Honorable Mention
David Stoltz, Information
Management Programming
Manager
Sacred Heart Hospital,
Allentown, Pennsylvania
dstoltz@shh.org
Sacred Heart Gets a Pacemaker
For several years, Sacred Heart Hospital in
Allentown, Pennsylvania, had been having
trouble with “bed flow,” the process of
admitting patients, transferring them within
the hospital, and eventually discharging
them. The process used was intensely manual,
involving many phone calls between nursing
staff and administrators looking for available rooms and beds. Bottlenecks in the
process plagued the system further; if you
couldn’t find the person who could answer
your question, you were stuck. To solve the
problem, the hospital asked David Stoltz to
design a solution that the entire staff could
access easily.
David explains, “We wanted to design a
visual solution—a ‘bed board’—that people
could access through a Web-based application. Although all the patient information
we needed was already in our IBM AS/400,
querying that system was far too slow.”
To speed queries, David’s team used SQL
Server 2000 along with Microsoft Internet
Information Services (IIS) 6.0 Web server
and ASP technology to design an intermediary database for processing the necessary
data.

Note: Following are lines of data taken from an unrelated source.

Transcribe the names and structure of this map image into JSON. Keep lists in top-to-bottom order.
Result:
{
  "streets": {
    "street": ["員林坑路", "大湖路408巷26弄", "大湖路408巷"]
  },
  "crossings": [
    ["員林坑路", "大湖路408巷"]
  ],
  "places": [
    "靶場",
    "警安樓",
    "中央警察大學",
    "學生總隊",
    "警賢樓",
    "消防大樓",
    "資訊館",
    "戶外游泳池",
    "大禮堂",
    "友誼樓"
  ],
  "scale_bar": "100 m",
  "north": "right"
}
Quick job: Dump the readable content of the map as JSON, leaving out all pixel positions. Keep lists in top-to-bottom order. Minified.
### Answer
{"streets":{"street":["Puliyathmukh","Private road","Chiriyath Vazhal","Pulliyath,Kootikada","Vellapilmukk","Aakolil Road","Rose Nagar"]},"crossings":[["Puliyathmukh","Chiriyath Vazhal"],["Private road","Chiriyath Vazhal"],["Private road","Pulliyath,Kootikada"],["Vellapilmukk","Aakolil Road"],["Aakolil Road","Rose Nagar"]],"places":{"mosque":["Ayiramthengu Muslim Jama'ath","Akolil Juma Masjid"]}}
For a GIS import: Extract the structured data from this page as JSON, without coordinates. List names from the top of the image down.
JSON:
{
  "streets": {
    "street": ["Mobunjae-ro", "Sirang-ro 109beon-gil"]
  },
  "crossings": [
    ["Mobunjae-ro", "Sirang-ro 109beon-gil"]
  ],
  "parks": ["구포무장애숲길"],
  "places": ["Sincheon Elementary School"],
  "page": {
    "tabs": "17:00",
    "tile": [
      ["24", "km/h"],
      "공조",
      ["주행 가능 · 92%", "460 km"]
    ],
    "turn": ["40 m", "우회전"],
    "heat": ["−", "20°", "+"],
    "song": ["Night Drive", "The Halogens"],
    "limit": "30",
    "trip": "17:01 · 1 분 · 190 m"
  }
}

David created a DTS package, stored
procedures, and tables to store the patient,
room, and bed information in a SQL Server
database. The DTS package connects to the
AS/400, creates a transaction, then queries
all the needed bed data and stores it in the
database. This process runs once a minute, so the Web application is always current.
The SQL Server database ended up at just 3.63MB. The front-end Web page queries
SQL Server instead of the AS/400, processing more than 60 stored procedures and
code in less than one second—a dramatic
improvement over direct queries to the
AS/400, each of which took 45–50 seconds.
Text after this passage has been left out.